GOAL OF THE EXERCISE — Copy out every line from the records that includes "frame".

=== Section Start ===

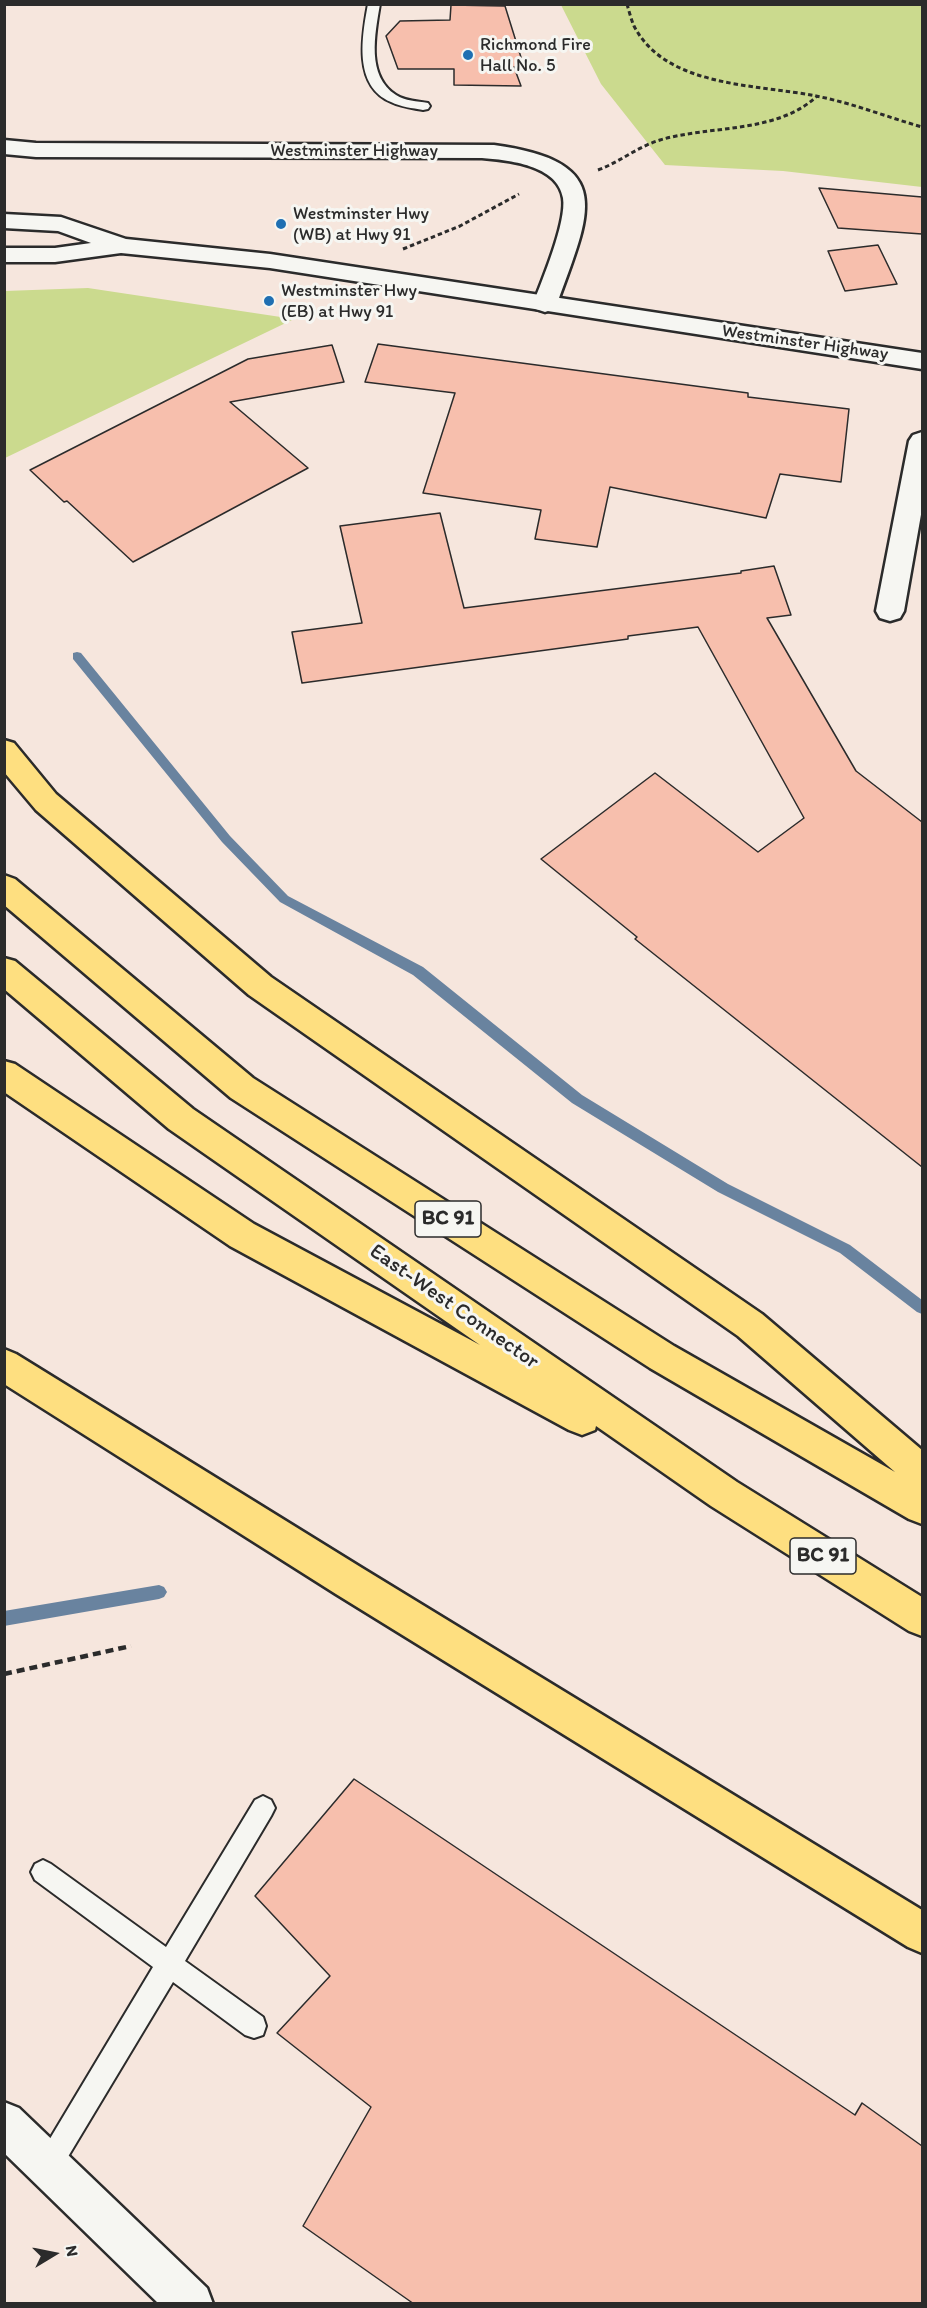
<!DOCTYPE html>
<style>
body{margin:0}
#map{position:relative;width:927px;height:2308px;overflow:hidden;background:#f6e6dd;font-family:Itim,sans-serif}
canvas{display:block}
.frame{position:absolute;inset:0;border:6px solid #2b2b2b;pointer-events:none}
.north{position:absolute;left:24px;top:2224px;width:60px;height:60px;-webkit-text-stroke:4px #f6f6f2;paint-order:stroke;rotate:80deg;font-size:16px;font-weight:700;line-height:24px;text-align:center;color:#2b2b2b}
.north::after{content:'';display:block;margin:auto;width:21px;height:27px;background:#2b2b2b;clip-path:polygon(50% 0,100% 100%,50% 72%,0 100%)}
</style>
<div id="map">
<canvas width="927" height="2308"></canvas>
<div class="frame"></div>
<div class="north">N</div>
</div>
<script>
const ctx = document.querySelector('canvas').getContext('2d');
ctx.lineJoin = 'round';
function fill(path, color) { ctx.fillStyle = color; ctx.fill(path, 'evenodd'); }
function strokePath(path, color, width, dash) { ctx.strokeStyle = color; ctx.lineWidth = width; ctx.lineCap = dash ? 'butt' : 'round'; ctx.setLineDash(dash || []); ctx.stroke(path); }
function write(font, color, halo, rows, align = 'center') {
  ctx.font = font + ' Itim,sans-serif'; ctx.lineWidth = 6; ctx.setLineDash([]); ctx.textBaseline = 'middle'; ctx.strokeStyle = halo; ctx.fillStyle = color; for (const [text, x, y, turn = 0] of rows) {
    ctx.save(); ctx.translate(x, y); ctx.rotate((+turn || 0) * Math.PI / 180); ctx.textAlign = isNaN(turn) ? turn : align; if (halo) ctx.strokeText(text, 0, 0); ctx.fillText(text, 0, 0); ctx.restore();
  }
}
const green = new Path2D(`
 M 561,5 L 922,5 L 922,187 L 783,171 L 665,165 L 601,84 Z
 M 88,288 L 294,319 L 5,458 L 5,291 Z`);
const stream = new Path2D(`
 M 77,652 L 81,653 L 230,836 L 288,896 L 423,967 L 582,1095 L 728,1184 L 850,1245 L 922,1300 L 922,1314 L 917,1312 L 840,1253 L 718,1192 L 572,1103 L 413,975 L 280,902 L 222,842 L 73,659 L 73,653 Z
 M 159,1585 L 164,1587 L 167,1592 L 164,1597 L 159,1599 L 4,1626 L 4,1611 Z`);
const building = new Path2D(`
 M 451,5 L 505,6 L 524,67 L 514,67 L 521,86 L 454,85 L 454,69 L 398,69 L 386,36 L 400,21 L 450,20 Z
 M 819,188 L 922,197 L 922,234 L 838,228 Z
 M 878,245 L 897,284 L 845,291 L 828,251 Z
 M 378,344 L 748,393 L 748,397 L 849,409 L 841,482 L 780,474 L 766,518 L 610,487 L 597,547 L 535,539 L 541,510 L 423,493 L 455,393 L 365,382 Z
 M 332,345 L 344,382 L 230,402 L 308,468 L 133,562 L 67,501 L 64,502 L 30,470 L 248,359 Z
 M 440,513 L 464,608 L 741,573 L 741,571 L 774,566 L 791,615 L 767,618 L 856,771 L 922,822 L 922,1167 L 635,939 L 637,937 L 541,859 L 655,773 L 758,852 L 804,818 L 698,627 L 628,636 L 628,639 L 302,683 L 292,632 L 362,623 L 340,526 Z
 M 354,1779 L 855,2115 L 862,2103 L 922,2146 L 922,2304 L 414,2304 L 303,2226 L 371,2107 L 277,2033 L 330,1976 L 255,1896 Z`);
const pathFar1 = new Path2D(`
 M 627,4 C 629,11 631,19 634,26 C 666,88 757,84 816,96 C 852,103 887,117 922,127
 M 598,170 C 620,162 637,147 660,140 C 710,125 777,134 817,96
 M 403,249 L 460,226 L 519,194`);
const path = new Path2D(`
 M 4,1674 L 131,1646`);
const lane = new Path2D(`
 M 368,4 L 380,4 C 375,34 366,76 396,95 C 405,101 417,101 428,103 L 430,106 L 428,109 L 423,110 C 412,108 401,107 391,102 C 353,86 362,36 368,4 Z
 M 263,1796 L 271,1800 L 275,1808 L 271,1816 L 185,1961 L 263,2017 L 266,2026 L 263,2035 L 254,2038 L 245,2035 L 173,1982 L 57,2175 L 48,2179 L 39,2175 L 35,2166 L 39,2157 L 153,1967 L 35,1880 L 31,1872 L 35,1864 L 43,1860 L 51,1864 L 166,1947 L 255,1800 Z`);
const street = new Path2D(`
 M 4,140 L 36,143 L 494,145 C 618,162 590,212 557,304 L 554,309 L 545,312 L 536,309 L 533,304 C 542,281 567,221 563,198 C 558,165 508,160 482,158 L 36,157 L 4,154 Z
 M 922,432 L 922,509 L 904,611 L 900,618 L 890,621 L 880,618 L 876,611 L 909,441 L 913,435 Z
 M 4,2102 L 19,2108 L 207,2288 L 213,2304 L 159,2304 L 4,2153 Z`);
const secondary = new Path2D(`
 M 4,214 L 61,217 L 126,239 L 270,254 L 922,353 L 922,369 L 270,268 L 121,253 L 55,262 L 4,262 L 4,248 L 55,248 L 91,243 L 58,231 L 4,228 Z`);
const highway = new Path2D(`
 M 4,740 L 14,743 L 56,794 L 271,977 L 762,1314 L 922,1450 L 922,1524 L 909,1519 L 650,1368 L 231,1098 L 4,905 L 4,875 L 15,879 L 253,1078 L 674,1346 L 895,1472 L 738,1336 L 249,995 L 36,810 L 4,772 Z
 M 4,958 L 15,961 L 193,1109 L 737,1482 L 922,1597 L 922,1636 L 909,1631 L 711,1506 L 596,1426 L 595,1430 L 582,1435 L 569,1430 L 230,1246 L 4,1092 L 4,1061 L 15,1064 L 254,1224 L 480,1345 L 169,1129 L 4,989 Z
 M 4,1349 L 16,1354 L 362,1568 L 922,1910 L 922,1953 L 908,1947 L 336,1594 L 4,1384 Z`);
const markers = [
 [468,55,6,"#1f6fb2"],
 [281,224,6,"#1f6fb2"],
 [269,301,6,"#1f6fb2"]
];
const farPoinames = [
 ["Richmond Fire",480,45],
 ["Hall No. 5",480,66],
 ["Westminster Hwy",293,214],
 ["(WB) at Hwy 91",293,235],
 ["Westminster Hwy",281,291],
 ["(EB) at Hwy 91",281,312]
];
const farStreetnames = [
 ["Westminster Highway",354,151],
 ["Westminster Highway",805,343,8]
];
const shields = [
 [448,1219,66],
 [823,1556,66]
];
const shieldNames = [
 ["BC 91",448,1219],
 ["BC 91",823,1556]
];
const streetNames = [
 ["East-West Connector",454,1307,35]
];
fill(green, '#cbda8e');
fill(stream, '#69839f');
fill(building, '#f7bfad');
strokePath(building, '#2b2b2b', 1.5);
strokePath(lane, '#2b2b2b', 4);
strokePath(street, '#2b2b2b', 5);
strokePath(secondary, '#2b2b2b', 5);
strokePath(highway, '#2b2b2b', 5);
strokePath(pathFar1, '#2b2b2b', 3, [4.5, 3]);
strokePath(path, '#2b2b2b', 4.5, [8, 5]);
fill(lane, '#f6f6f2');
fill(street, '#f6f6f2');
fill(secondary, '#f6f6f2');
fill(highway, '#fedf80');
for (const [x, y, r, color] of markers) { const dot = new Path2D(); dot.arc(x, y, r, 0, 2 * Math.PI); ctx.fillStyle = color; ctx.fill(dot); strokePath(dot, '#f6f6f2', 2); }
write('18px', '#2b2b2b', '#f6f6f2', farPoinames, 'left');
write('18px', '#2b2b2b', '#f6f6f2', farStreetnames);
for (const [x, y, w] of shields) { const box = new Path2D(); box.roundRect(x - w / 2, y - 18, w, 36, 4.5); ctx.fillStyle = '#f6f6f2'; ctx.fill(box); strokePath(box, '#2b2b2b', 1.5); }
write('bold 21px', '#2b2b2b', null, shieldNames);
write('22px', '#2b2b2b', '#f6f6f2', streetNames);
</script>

=== Section End ===

TASK RESPONSE —
.frame{position:absolute;inset:0;border:6px solid #2b2b2b;pointer-events:none}
<div class="frame"></div>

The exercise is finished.